JSON to YAML Converter

JSON Tools

How to use the JSON to YAML Converter

Convert from JSON to YAML instantly:

1

Paste your JSON

Paste any valid JSON object into the input panel. The converter handles any depth of nesting.

2

Click Convert

The YAML output appears immediately with proper 2-space indentation — the YAML community standard.

3

Review the output

Check that arrays, nested objects, and string values with special characters are represented correctly.

4

Copy or download

Copy the YAML to clipboard or download as a .yaml file ready to use in your project.


When to use this tool

YAML is preferred in DevOps and cloud-native tooling for its readability. Convert from JSON to YAML when:

  • Creating Kubernetes manifests from JSON definitions exported from a cluster or Terraform
  • Writing GitHub Actions workflows or GitLab CI configs which require YAML format
  • Converting Docker Compose or Docker Swarm configurations from JSON
  • Setting up cloud infrastructure configs for Helm charts, Ansible playbooks, or AWS CloudFormation
  • Making config files more readable for team members who prefer YAML over JSON

Frequently asked questions

Q:What's the difference between JSON and YAML?
JSON uses braces, brackets, and quotes with strict syntax.
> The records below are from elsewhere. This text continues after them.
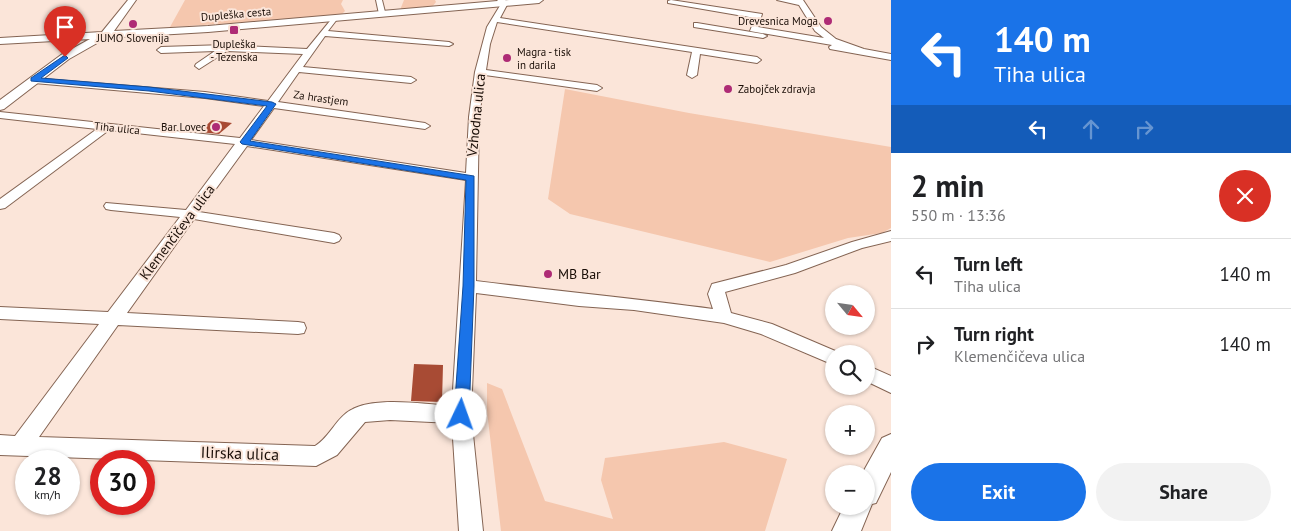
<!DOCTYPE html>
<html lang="en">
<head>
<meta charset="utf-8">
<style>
	body { margin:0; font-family:"PT Sans",sans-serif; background:#f2f2f2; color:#202124; height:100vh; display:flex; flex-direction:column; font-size:19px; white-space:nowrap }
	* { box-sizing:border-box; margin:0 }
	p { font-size:16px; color:#757577 }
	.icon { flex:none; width:28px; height:28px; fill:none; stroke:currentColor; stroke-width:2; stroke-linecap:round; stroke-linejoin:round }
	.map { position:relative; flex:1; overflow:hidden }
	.drawer { display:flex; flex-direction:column; background:#fff; width:400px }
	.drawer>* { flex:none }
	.guide { background:#1a73e8; color:#fff; overflow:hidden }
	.needle { width:32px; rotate:119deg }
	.fabs { position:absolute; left:825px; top:285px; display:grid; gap:10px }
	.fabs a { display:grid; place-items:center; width:50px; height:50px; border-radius:50%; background:#fff; box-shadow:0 1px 4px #0004; font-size:25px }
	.speed { position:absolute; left:15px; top:450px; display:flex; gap:10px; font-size:25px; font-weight:700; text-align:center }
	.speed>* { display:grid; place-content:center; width:65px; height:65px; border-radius:50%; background:#fff; box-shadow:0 1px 4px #0004; line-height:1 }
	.speed small { font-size:12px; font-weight:400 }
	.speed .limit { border:8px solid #d22; background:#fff; color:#111 }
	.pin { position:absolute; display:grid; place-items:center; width:42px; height:42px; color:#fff; margin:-51px -21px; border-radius:50% 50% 50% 0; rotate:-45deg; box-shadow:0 0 5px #0007 }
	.pin .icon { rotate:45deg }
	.me { position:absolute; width:55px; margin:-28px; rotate:3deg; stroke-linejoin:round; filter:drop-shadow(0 0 4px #0008) }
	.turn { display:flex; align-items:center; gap:18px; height:105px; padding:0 20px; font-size:22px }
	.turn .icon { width:65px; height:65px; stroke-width:2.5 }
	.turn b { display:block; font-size:35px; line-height:42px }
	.lanes { display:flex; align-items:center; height:48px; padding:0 20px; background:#0003; justify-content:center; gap:25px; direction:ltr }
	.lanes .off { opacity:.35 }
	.round { display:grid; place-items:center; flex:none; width:52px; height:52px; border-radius:26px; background:#f2f2f2 }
	.headline { display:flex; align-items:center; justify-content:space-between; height:85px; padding:0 20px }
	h1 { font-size:30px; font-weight:700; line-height:38px }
	.cta { display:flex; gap:10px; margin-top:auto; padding:10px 20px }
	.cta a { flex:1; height:58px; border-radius:30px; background:#1a73e8; color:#fff; font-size:20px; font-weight:700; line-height:58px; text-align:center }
	.cta a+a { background:#f2f2f2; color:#202124 }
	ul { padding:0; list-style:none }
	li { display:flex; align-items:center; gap:15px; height:70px; padding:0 20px; border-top:1px solid #e0e0e0 }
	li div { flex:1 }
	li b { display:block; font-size:19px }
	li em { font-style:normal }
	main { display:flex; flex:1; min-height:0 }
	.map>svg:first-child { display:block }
</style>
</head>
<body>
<main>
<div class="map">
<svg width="891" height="531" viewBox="0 0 891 531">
	<rect width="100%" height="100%" fill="#fbe5d9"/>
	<path fill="#f5c7ae" d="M 185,0 L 343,0 L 341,4 L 345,11 L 341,15 L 332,17 L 170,27 Z
		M 404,0 L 435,0 L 436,2 L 432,7 L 400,10 Z
		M 565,89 L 689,113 L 891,147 L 891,228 L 882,233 L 848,238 L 770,262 L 570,214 L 548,199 Z
		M 487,383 L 502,389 L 545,501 L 613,519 L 601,480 L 605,458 L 724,442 L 787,459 L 765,531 L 501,531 L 487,411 Z"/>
	<path fill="#a84b34" d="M 212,120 L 232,123 L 219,134 L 199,132 Z
		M 414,364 L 443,365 L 442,402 L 411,401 Z"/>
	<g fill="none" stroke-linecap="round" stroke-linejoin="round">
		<g stroke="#846453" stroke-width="2">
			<path id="minor" d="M 376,0 L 382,0 L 386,16 L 379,14 Z
				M 497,0 L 505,0 L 508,3 L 500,18 L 757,57 L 761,60 L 757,63 L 700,54 L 697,75 L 692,78 L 687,75 L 692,52 L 497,22 L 490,44 L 486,70 L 597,85 L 602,88 L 597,91 L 485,75 L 479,117 L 476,281 C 555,291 634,298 713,309 L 708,294 L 712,284 L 786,265 L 852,242 L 891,231 L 891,241 L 862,248 L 795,273 L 725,292 L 731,313 L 772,324 L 840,353 L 834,354 L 834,365 L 761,334 L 724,323 L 634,310 L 579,306 L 476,293 L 471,415 L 483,531 L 459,531 L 452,423 L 390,420 L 365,422 L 337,455 L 316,466 L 0,455 L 0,435 L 15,436 L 99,324 L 0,319 L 0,307 L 108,312 L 180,217 L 111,210 L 106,209 L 104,206 L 106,203 L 186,210 L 235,144 L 109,130 L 5,208 L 0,209 L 0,199 L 97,129 L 0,118 L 0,112 L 240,138 L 264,106 L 205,98 L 34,83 L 29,80 L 31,78 L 205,92 L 268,101 L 303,54 L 227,51 L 199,69 L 195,66 L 196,64 L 215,51 L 161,53 L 157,50 L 161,47 L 225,45 L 307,49 L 334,16 L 338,18 L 328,31 L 449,42 L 453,44 L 449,46 L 325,36 L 303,67 L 411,77 L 416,80 L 411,83 L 299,72 L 278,102 L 425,123 L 430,126 L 425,129 L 274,108 L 251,140 L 466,173 L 469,117 L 475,72 L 487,27 L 501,4 ZM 247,146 L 466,180 L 452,406 C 425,404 374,396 351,410 C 336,418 330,437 315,446 L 39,437 L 118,325 L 298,334 L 304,333 L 306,328 L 304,323 L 298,322 L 127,313 L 194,219 L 334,243 L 339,241 L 341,238 L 339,235 L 334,233 L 199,212 Z
				M 671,0 L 762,14 L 758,27 L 824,38 L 815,31 L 799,5 L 777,0 L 803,0 L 821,27 L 836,39 L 864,49 L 891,54 L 891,60 L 830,49 L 829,47 L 832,45 L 750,31 L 755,18 L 668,3 L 668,1 Z
				M 697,23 L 763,34 L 767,36 L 763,38 L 694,27 L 694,23 Z
				M 866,365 L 891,376 L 891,393 L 866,381 Z"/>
		</g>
		<g stroke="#846453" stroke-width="2">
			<path id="tertiary" d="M 128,0 L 136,0 L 114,31 L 208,26 L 509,0 L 543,0 L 539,3 L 208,32 L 106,38 L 69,59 L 4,109 L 0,110 L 0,100 L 61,55 L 90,39 L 0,44 L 0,38 L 102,32 Z
				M 891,434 L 891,472 L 876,503 L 872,504 L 861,531 L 832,531 L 844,506 L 866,506 L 866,474 L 862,474 L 882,438 Z"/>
		</g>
		<use href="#minor" fill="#fff" fill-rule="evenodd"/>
		<use href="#tertiary" fill="#fff" fill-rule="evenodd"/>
	</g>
	<path fill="#1a73e8" stroke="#114b97" d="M 65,55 L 68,58 L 41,78 L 149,87 L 272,102 L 276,104 L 250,141 L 474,176 L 474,286 L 469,415 L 466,420 L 461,422 L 456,420 L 454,415 L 463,286 L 466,180 L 242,144 L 240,142 L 267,106 L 149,91 L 31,81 L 31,78 Z"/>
	<g fill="#ae2b75" stroke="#fbe5d9" stroke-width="2">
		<circle cx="828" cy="21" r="5"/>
		<circle cx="133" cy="24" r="5"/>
		<rect x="229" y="25" width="10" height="10" rx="2.5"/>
		<circle cx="507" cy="58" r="5"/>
		<circle cx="728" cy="89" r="5"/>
		<circle cx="216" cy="127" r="5"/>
		<circle cx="548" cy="274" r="5"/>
	</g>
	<g text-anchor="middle" stroke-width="4" stroke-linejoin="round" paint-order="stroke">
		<g font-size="11" fill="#1a0e07" stroke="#fbe5d9">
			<text transform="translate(236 14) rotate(-5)" y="4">Dupleška cesta</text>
			<text transform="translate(321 98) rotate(8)" y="4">Za hrastjem</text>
			<text transform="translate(117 128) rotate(6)" y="4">Tiha ulica</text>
		</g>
		<g font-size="11" fill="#1a0e07" stroke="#fbe5d9" text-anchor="end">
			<text x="818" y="25">Drevesnica Moga</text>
			<text x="133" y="42" text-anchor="middle">JUMO Slovenija</text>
			<text x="234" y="48" text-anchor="middle">Dupleška<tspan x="234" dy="13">- Tezenska</tspan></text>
			<text x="517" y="56" text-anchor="start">Magra - tisk<tspan x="517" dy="13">in darila</tspan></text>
			<text x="738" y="93" text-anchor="start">Zabojček zdravja</text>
			<text x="206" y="131">Bar Lovec</text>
		</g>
		<g font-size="14" fill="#1a0e07" stroke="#fbe5d9">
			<text transform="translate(476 115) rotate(-84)" y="5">Vzhodna ulica</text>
			<text transform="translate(177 232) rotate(-53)" y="5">Klemenčičeva ulica</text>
		</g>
		<g font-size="14" fill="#1a0e07" stroke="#fbe5d9" text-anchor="start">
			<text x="558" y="279">MB Bar</text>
		</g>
		<g font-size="16" fill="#1a0e07" stroke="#fbe5d9">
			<text transform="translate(240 453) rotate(2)" y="6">Ilirska ulica</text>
		</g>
	</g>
</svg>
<div class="fabs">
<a><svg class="needle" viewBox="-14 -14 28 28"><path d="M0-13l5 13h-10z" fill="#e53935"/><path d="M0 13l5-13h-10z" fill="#757577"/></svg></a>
<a><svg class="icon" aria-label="search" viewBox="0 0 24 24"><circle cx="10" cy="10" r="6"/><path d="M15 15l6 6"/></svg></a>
<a>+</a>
<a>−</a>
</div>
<div class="speed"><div>28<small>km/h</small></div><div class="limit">30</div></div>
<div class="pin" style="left:65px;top:57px;background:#d93025"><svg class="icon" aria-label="arrive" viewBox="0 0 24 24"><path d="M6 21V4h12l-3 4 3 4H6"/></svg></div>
<svg class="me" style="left:461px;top:415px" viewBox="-20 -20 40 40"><circle r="19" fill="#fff"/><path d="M0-13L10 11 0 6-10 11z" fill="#1a73e8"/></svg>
</div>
<section class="drawer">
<div class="guide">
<div class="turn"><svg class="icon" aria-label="left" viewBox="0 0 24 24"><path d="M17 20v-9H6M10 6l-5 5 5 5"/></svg><div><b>140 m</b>Tiha ulica</div></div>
<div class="lanes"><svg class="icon" aria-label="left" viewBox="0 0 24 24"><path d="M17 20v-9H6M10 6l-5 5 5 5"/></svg><svg class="icon off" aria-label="ahead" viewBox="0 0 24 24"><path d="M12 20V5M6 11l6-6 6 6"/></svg><svg class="icon off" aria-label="right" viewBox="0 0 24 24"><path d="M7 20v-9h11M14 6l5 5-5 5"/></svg></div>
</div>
<div class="headline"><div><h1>2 min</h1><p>550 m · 13:36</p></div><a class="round" style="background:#d93025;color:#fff"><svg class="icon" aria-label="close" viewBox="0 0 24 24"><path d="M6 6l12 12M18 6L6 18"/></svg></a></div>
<ul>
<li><svg class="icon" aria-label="left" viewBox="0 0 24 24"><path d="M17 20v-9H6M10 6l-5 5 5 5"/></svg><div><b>Turn left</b><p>Tiha ulica</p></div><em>140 m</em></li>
<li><svg class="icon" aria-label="right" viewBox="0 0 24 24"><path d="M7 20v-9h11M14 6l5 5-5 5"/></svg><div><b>Turn right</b><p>Klemenčičeva ulica</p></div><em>140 m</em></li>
</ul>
<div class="cta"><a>Exit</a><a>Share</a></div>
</section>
</main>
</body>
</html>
YAML uses indentation and colons — no braces or quotes needed for simple values. YAML also supports comments (# comment) which JSON does not. YAML is a superset of JSON, meaning valid JSON is also valid YAML.
Q:Are there any data types that convert differently?
Most types map directly: JSON objects become YAML mappings, arrays become YAML sequences, strings/numbers/booleans convert as-is. One nuance: strings like 'true', 'yes', 'null' can be misinterpreted as non-string types in some YAML parsers — the converter quotes these values to be safe.
Q:Can I convert YAML back to JSON?
Yes — use our YAML to JSON converter tool which reverses this operation completely.
Q:Does YAML support all JSON features?
Yes. Since YAML is a superset of JSON, all JSON data structures have a valid YAML representation. The reverse is not true — YAML supports features (anchors, aliases, comments, multi-line strings) that have no JSON equivalent.